Fラン歯・薬学部バカ高学費でも食えない
卒業後に国家試験を取得すれば十分に安定した収入が見込まれる歯学部・薬学部の学生。ところが、昨今は“定員割れ校”や“Fラン校”の存在が指摘され、高い学費を投入したにもかかわらず国家試験に合格できない学生も多い。「歯科医師、薬剤師の数が過剰でいずれ食べていけなくなる者が出るリスクもある」と医師の筒井冨美氏は語る。獣医学部を含む医療系ライセンス学部の将来展望やいかに――。 根管治療機器
■30倍の人気 加計学園・獣医学部の学生の「暗雲」
3月に入り、2018年の医療系国家試験の合格発表があった。 歯科技工用技工機器
●医師国家試験の合格率は90.1%、学校別合格率は77~99%
●歯科医師国家試験の合格率は64.5%、学校別合格率は24~95%
●獣医師国家試験の合格率は88.3%、学校別新卒者合格率は94~100%
(2018年薬剤師国家試験の発表は本稿公開後の3月27日にあり、合格率は70.6%、学校別合格率は35~98%だった)
2018年2月、大騒動の末に認可された、岡山理科大学獣医学部(愛媛県今治市)の初年度一般入試が行われた。いわゆるモリカケ騒動の加計学園のほうである。「利権まみれの田舎の私大」「どうせFランでしょ」といった下馬評をよそに、推薦入試が約30倍、一般入試が21.5倍という超人気ぶりだった。
マンガ『動物のお医者さん』の大ヒットや、近年の資格取得の実学志向を反映して、獣医学科の人気は高く、国公立大学だとセンター試験の得点率が80%以上でないと合格できない難関である(センター試験全体の平均は例年60%強、医学部は85%程度と言われる)。
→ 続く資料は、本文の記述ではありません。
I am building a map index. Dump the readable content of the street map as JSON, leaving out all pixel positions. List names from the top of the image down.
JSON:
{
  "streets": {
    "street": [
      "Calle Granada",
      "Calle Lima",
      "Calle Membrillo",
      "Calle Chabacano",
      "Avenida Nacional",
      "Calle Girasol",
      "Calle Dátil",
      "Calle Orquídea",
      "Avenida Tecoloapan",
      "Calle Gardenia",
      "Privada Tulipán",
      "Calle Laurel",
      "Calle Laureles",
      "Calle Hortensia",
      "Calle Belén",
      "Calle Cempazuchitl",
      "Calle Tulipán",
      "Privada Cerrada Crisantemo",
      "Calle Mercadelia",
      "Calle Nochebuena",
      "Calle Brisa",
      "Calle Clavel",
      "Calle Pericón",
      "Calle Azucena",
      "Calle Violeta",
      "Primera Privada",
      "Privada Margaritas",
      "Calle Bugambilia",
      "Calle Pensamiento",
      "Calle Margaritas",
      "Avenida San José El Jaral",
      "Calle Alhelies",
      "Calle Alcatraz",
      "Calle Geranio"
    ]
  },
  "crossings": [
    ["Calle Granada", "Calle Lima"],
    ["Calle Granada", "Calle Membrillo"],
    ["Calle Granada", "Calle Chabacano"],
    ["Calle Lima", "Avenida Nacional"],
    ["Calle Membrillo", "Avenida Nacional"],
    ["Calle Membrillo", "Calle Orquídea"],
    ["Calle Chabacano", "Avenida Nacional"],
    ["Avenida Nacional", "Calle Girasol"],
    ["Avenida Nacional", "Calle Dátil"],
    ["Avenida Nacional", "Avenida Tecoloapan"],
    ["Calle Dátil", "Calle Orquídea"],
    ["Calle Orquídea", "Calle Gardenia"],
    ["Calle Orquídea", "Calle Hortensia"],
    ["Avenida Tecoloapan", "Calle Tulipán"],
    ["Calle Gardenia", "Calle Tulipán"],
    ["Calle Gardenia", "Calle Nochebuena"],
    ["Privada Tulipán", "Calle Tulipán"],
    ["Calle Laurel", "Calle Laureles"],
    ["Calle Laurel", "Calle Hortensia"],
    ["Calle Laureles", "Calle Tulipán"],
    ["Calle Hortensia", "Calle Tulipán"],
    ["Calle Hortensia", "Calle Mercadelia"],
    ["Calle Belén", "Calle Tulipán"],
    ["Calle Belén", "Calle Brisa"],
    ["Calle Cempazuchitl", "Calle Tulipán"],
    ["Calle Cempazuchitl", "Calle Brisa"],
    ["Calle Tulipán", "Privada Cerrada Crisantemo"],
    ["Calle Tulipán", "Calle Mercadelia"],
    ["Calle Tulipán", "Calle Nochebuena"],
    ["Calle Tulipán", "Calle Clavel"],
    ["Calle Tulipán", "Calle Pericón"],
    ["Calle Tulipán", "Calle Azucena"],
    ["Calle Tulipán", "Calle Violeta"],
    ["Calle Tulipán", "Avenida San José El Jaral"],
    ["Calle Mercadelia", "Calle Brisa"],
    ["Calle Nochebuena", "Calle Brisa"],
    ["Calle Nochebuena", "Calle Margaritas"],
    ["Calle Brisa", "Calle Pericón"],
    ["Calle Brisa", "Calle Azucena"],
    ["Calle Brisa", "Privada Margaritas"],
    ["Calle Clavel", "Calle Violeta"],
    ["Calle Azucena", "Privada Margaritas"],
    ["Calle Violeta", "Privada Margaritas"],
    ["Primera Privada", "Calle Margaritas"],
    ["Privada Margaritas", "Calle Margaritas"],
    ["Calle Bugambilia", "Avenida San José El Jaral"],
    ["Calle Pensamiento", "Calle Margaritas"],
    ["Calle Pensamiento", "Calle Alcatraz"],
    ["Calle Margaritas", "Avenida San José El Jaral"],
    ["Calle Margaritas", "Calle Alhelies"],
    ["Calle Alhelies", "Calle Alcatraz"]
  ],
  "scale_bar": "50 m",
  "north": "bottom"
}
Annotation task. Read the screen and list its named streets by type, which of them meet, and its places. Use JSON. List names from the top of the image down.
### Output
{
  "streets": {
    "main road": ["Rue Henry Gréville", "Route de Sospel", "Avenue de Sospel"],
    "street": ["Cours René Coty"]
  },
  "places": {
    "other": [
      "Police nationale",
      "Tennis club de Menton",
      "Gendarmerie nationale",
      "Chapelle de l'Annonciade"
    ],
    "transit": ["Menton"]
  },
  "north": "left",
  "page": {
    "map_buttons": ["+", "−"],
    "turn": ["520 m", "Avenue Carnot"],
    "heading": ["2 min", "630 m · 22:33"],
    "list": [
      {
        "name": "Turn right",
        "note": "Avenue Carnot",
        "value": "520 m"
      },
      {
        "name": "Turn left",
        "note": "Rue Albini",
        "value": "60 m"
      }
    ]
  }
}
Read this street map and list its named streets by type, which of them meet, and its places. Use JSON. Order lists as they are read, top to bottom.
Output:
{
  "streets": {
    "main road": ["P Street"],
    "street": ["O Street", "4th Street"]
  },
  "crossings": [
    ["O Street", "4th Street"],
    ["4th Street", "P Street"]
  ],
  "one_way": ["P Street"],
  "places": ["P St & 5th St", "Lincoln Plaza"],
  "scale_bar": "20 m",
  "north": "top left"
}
私大でも6年間で1200万~1500万円という高額の学費にもかかわらず偏差値60以上のまま高止まりしており、岡山理科大獣医学部の入試偏差値も同レベルになると予想されている。
獣医学部は30年以上の間、政策的によって毎年の国内総定員を930名に固定されてきた。文部科学省も農林水産省も長らく「獣医の中でも家畜臨床や公衆衛生分野は人手不足が深刻だが、都市部の小動物臨床(いわゆるペット用動物病院)は余っている」として「総数は足りている」「偏在しているだけなので定員増は不必要」という判断で、学生数を抑制していた。獣医師界も定員抑制政策に協力しており、獣医学部の新設についても2010年に日本獣医師会として公式に反対声明を出している。